Certificate authority Let's Encrypt has disabled TLS-SNI-01 validation on its service. Through the vulnerability, a hacker could have requested certificates for domains that were not theirs.
TLS certificates are used to set up an encrypted connection between websites and visitors. Let's Encrypt, which issues free TLS certificates, has several ways to check whether the applicant for a certificate is also the owner of the corresponding domain. One of these methods is the "ACME TLS-SNI-01" validation, where communication between the server of the specified domain and the server of Let's Encrypt takes place. In this way, Let's Encrypt validates that it is a legitimate application.
According to a posting by Let's Encrypt, it had report from Frans Rosén of Detectify outlining a method of exploiting some shared hosting infrastructures to obtain certificates for domains he did not control, by making use of the ACME TLS-SNI-01 challenge type.
Rosén noticed that at least two large hosting providers combine two properties that together violate the assumptions behind TLS-SNI. First, many users are hosted on the same IP address, and, second, users have the ability to upload certificates for arbitrary names without proving domain control. The organisations said that when both are true of a hosting provider, an attack is possible.
As an example, its said that if a target domain's (example.com in this instance) DNS is pointed at the same shared hosting IP address as a site controlled by the attacker. The attacker can run an ACME client to get a TLS-SNI-01 challenge, then install their .acme.invalid certificate on the hosting provider. When the ACME server looks up example.com157, it will connect to the hosting provider's IP address and use SNI to request the .acme.invalid hostname.
“The hosting provider will serve the certificate uploaded by the attacker. The ACME server will then consider the attacker's ACME client authorized to issue certificates for example.com157, and be willing to issue a certificate for example.com157 even though the attacker doesn't actually control it,” said the organisation.
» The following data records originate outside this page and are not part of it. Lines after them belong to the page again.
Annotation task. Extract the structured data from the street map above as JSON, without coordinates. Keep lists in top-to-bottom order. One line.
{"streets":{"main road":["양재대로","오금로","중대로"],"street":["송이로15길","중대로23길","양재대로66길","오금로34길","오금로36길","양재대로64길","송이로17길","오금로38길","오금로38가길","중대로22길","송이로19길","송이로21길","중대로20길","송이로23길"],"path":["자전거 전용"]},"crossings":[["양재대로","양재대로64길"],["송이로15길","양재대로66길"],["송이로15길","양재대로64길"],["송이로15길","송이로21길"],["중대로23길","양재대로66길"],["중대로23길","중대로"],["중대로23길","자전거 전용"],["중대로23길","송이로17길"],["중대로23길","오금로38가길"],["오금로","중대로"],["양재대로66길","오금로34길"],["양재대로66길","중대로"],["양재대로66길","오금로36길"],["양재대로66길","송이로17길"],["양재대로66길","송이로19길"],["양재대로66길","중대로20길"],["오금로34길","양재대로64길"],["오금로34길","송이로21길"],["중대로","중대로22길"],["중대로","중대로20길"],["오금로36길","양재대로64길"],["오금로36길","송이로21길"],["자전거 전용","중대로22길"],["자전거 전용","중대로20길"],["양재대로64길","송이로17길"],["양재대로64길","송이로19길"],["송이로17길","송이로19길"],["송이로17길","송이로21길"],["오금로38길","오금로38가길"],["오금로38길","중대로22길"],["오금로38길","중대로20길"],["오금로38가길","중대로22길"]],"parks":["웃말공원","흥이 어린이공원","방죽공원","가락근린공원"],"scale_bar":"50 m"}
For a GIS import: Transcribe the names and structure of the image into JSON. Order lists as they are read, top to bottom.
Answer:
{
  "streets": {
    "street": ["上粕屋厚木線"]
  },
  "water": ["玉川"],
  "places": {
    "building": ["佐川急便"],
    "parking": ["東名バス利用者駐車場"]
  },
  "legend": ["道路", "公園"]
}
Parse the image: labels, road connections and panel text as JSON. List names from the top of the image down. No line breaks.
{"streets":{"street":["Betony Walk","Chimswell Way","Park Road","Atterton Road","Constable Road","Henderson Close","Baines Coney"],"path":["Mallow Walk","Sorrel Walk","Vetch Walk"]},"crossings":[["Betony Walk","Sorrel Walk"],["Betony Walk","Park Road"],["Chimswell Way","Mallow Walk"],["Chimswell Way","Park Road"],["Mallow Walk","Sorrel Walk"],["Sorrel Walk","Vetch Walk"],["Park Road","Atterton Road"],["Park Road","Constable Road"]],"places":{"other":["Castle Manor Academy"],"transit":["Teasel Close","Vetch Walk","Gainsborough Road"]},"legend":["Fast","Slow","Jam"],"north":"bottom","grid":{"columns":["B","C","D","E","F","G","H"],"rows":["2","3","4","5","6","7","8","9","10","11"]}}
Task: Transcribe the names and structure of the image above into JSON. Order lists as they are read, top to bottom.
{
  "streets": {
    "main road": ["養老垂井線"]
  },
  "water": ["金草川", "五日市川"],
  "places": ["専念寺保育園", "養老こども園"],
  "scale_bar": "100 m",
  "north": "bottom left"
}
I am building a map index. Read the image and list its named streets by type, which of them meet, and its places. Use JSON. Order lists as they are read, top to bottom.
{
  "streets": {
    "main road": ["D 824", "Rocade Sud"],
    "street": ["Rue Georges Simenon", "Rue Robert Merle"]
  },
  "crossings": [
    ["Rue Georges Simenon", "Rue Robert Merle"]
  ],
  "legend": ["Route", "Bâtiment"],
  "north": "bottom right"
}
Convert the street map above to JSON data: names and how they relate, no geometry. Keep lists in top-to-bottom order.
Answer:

“This issue only affects domain names that use hosting providers with the above combination of properties. It is independent of whether the hosting provider itself acts as an ACME client. It applies equally to TLS-SNI-02.”
It added that after the issue was reported, it disabled TLS-SNI-01 in Let's Encrypt. However, a large number of people and organisations use the TLS-SNI-01 challenge type to get certificates.
“It's important that we restore service if possible, though we will only do so if we're confident that the TLS-SNI-01 challenge type is sufficiently secure,” said Let's Encrypt.
It added that it believed the issue can be addressed by having certain services providers implement stronger controls for domains hosted on their infrastructure. “We have been in touch with the providers we know to be affected, and mitigations will start being deployed for their systems shortly,” it said.
In an update, Let's Encrypt said that it has decided to re-enable the TLS-SNI-01 challenge for certain major providers who are known not to have issues while it investigates re-enabling TLS-SNI-01 in general.
Hari Nair, director of cryptographic research at Venafi, told SC Media UK that this is really about weak security practices by some hosting providers.
“Let's Encrypt has mitigated the damage to a certain extent, but ultimately, how effective those steps will be depends on how well hosting providers implement certificate security on their end,” he said.
He added that it's possible that there could be a spate of revocations in response to this event.
“The reality is that detection of mis-issued certificates is extremely hard and checking for revocation status is not something that the industry has traditionally done well, so it's not clear how much impact revocations will have,” said Nair.
“Google's move to require Certificate Transparency for all certificates, including DV certs, will help surface these kind of issues sooner, but that move is currently slated for April 2018. In the meantime, the only thing organisations can do to protect themselves is to stay vigilant in their efforts to monitor for mis-issued or maliciously issued certificates. The problem is that the vast majority of organisation don't have the technology they need to do this.”